I constantly have to remind myself that doing project planning does not always mean I'm being productive. Don't fall into the trap that I sometimes find myself in. Sometimes I'll get lazy (brain dead) and I'll make an excuse to do project planning as If I'm being productive. I'll start peeking and poking inside OmniFocus and look for projects to tinker with. This is just a procrastination technique that I've been trying to get over. If I keep tinkering with project planning, I'll suddenly find my day wasted and it's time to leave the office to go home. I'll just go ahead and try do some of the more brain dead tasks instead of doing more project planning.

I try to keep my project planning to my daily review hour or my weekly review process. One method I've done is to print out my due soon/flagged perspective list and quit OmniFocus. Having to click on OmniFocus to open it up again is an intentional action that reminds me to stay away from tinkering in OmniFocus unless absolutely necessary.
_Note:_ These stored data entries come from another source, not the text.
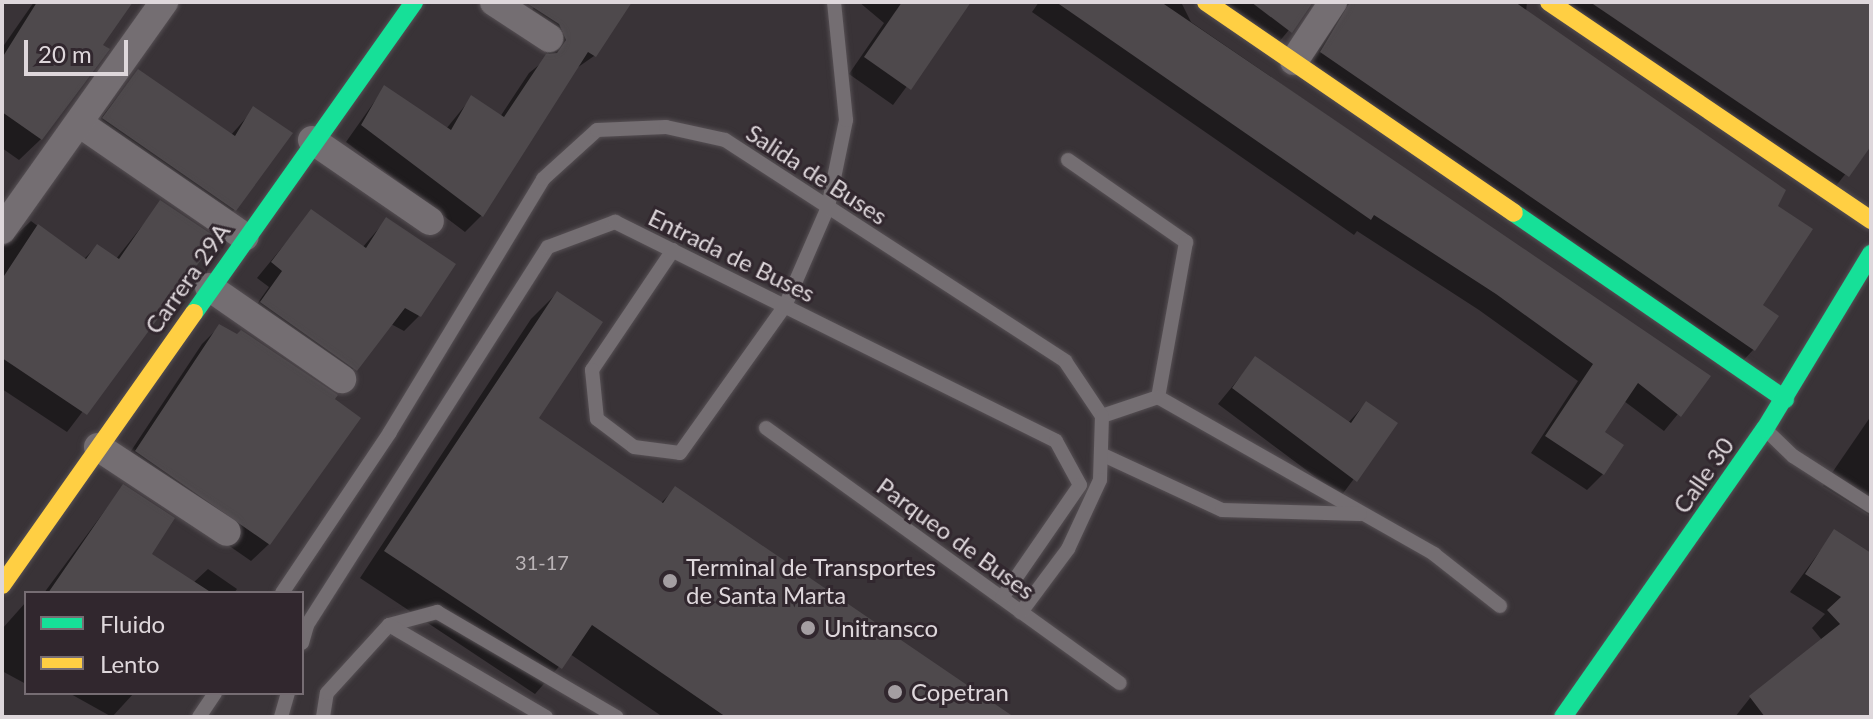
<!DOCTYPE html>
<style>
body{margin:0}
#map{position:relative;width:1873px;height:719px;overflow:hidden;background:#393337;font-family:Lato,sans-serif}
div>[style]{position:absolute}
.shadow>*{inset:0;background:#0007}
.building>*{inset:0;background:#4e494c}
.roads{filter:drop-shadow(0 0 2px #565054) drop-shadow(0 0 2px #565054)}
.lane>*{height:14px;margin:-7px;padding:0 7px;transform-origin:7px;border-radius:7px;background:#746e72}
.street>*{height:28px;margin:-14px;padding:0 14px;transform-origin:14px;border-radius:14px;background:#746e72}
.fast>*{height:18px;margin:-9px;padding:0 9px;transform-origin:9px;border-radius:9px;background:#16e098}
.slow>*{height:18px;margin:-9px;padding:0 9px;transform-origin:9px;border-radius:9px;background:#ffcf43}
.dots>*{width:22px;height:22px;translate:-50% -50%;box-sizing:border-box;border:4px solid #31272e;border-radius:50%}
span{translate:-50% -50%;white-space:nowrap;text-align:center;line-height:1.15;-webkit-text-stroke:6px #31272e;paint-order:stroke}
.number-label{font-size:20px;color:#bab4b7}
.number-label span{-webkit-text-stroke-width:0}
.street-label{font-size:24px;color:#ded7db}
.poi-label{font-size:24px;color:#ded7db}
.left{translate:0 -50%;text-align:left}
.frame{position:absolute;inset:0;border:4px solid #ded7db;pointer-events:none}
.legend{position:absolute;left:24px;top:591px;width:280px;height:104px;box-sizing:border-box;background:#31272e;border:2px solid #766d73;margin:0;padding:10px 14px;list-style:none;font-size:24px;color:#ded7db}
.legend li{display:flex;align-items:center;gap:16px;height:40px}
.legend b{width:40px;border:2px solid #766d73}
.scale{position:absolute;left:24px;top:40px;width:104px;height:36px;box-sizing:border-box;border:4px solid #ded7db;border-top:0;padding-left:10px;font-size:24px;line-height:28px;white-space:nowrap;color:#ded7db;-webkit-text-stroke:6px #31272e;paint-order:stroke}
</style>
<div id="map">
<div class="shadow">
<i style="clip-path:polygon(34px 2px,130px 2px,41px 139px,19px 160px,2px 148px,2px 48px)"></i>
<i style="clip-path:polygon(527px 2px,631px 2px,594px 56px,574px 70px,481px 216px,465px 232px,346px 142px,384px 88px,446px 129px,472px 97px,500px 117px,529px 73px,550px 56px,543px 41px,521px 26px,534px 7px)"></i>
<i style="clip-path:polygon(859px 2px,969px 2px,893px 105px,849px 74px,884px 23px)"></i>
<i style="clip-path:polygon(1039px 2px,1181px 2px,1191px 22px,1708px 377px,1664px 431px,1624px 401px,1603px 433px,1603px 474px,1587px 490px,1531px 453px,1578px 381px,1479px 310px,1357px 231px,1354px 235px,1032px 12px)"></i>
<i style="clip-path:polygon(1207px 2px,1312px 2px,1274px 48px)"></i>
<i style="clip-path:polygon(1321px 2px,1527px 2px,1526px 12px,1776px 207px,1754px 349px,1738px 366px,1305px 69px)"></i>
<i style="clip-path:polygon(1550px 2px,1844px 2px,1871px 37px,1871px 142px,1831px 192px)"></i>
<i style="clip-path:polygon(138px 71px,231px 135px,254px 109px,235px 209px,217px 227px,86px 137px)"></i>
<i style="clip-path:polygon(161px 202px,214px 239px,67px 432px,2px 389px,2px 248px,31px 221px,83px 260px,97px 246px,116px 259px)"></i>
<i style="clip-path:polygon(311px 212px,362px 248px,386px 220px,419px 316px,404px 331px,391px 324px,340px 384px,247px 318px,269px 287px,257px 278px)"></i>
<i style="clip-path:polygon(557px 293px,536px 419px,661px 503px,675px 489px,1011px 717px,663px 717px,570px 654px,535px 694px,360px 578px,531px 319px)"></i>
<i style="clip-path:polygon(220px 326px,269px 544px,251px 561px,119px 469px,202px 344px)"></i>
<i style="clip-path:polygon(1255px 359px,1348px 423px,1366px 403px,1395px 424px,1341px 496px,1218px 404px)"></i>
<i style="clip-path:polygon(1871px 416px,1871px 516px,1823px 486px)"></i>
<i style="clip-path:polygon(123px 486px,149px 555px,193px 583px,208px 569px,237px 589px,234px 593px,44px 593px)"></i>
<i style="clip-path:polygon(1834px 532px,1871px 556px,1871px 717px,1735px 717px,1750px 698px,1822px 640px,1812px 628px,1825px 614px,1790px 592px)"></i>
<i style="clip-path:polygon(26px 602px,26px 684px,2px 671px,2px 629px)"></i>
<i style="clip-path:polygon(69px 693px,134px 693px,112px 717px)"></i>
</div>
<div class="building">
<i style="clip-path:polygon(37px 2px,133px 2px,103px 45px,110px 49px,42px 140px,2px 112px,2px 58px)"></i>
<i style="clip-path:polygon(525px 2px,632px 2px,596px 57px,588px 52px,483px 217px,361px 125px,384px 85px,451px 130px,471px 95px,504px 117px,546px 54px,557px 53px,566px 40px,559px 24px)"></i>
<i style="clip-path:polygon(902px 2px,971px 2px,911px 90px,864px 57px)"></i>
<i style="clip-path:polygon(1056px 2px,1161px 2px,1711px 376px,1681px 417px,1638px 383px,1605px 432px,1624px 445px,1604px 475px,1545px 436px,1593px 364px,1496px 294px,1374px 215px,1371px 220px)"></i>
<i style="clip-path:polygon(1251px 2px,1313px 2px,1292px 33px)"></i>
<i style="clip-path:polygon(1350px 2px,1515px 2px,1786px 190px,1778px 206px,1813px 229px,1763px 305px,1779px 316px,1755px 351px,1320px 52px)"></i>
<i style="clip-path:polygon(1590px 2px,1871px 2px,1871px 146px,1849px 177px)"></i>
<i style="clip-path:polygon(138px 69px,235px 136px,253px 106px,293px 133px,236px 211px,102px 118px)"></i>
<i style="clip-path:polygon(160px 200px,217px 238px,87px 415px,2px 358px,2px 279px,38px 224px,86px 259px,97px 244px,119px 259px)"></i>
<i style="clip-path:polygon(311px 209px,366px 248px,386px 217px,456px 264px,421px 317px,405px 308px,357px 371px,260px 302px,282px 271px,271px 262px)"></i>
<i style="clip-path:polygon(557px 291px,603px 322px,539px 418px,663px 503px,675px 486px,1014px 717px,726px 717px,592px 625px,562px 669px,384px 551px)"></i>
<i style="clip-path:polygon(219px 324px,237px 334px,241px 330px,338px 395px,335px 399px,361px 418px,270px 545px,135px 451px)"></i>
<i style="clip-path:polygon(1255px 356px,1351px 423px,1366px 401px,1398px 423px,1357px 482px,1232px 388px)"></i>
<i style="clip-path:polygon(123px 484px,175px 518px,152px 554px,212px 593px,48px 593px)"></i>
<i style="clip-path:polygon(1834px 529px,1871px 553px,1871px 717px,1765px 717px,1749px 696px,1840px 624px,1827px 610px,1841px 597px,1805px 574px)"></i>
</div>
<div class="roads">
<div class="lane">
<i style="left:1068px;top:160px;width:144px;rotate:34.8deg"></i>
<i style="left:1186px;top:242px;width:158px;rotate:100.2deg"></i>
<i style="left:673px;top:250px;width:145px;rotate:124deg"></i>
<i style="left:592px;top:370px;width:49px;rotate:84.2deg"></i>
<i style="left:597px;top:419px;width:46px;rotate:37.1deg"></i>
<i style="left:634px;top:447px;width:46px;rotate:7.4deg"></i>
<i style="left:680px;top:453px;width:181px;rotate:-54.5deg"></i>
<i style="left:785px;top:306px;width:108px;rotate:-66.5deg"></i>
<i style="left:828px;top:207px;width:89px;rotate:-78.3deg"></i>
<i style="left:846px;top:120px;width:119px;rotate:-95.8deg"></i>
<i style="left:1102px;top:416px;width:59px;rotate:-18.7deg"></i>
<i style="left:1158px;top:397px;width:318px;rotate:29.6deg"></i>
<i style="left:1434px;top:554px;width:84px;rotate:38.2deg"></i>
<i style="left:766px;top:428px;width:436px;rotate:35.8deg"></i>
<i style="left:1768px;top:432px;width:35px;rotate:44deg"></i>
<i style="left:1793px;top:456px;width:93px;rotate:32.7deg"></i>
<i style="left:1101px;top:454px;width:133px;rotate:24.8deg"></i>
<i style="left:1222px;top:510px;width:138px;rotate:1.7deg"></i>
<i style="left:282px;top:593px;width:194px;rotate:-56.1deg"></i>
<i style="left:390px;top:432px;width:296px;rotate:-58.8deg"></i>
<i style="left:543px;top:179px;width:73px;rotate:-42.2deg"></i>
<i style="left:597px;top:130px;width:69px;rotate:-2.5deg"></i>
<i style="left:666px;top:127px;width:60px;rotate:12.4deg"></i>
<i style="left:725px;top:140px;width:406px;rotate:33deg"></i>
<i style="left:1065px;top:361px;width:66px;rotate:56.1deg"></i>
<i style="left:1102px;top:416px;width:64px;rotate:91.8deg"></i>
<i style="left:1100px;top:480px;width:76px;rotate:114.9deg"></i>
<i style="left:1068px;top:549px;width:79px;rotate:126.7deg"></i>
<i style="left:389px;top:625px;width:50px;rotate:-15.2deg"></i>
<i style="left:437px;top:612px;width:208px;rotate:30.3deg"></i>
<i style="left:302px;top:643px;width:19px;rotate:-74deg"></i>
<i style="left:307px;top:625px;width:448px;rotate:-57.5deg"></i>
<i style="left:548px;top:247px;width:72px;rotate:-20.5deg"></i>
<i style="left:615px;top:222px;width:492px;rotate:26.4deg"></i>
<i style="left:1056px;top:441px;width:50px;rotate:61.4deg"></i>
<i style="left:1080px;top:485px;width:137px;rotate:124.6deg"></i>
<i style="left:199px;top:717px;width:29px;rotate:-56deg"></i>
<i style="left:281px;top:717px;width:25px;rotate:-74deg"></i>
<i style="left:323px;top:717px;width:24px;rotate:-81deg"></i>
<i style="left:327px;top:693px;width:92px;rotate:-47.6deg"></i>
<i style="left:389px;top:625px;width:182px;rotate:30.4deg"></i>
</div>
<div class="street">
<i style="left:494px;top:2px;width:66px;rotate:33.2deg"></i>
<i style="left:1294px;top:61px;width:71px;rotate:-56.5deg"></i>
<i style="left:79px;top:123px;width:201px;rotate:34.5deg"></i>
<i style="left:312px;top:140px;width:143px;rotate:34.5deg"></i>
<i style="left:2px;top:230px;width:280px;rotate:-54.6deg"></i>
<i style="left:209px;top:287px;width:162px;rotate:34.7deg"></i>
<i style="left:98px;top:447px;width:154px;rotate:33.4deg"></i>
</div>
<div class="fast">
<i style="left:1514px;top:213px;width:329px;rotate:34.5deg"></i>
<i style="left:194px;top:313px;width:381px;rotate:-54.7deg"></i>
<i style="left:1563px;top:717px;width:352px;rotate:-55deg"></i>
<i style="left:1765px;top:429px;width:205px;rotate:-58.8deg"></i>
</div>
<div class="slow">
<i style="left:1206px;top:2px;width:373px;rotate:34.4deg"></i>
<i style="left:1549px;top:2px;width:389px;rotate:34.1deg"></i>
<i style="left:2px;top:585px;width:333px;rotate:-54.8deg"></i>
</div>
</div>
<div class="dots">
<i style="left:670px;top:581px;background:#a49ea2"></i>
<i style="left:808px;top:628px;background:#a49ea2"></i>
<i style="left:895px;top:692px;background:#a49ea2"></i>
</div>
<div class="number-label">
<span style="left:542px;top:562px">31-17</span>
</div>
<div class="street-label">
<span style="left:817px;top:174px;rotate:33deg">Salida de Buses</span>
<span style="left:732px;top:255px;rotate:26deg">Entrada de Buses</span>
<span style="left:187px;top:278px;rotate:-55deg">Carrera 29A</span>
<span style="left:1703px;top:475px;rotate:-55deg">Calle 30</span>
<span style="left:956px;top:538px;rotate:36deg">Parqueo de Buses</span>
</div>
<div class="poi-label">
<span class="left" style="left:686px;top:581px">Terminal de Transportes<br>de Santa Marta</span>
<span class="left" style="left:824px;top:628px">Unitransco</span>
<span class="left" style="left:911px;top:692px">Copetran</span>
</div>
<div class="frame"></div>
<ul class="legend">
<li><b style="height:10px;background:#16e098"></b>Fluido</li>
<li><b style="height:10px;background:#ffcf43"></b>Lento</li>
</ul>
<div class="scale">20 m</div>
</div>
It's just too easy to just click on the OmniFocus icon and start procrastinating when I should be focused on completing my Due soon/Flagged next actions.

It's almost the same as keeping your Facebook and Twitter page open. I don't leave those pages open. It's just too tempting to look at them and it interrupts my workflow.
 
I was just remembering something. In David Allen's book "Making It All Work", the chapters on "getting perspectives" sheds some light. A good time to review the different Horizons of Focus are:

Next actions (runway level): daily basis - orient yourself for the day by selecting a small handful of tasks to focus on today.

Projects (10K): on a weekly basis. Bring your project status up-to-date based on the prior week's events. Also review and plan when you sense that a project has some friction and may need some replanning.

Areas of Focus & Responsibilities [folders in OmniFocus] (20K): Infrequently. I personally do my review on a quarterly basis or when some major life change occurs (change of job or responsibilities, personal and professional life changes).

The higher Horizons of Focus such as Goals, Objectives, and Vision are something that is out of range of what OmniFocus covers. I review those in other programs such as mind maps and outlines.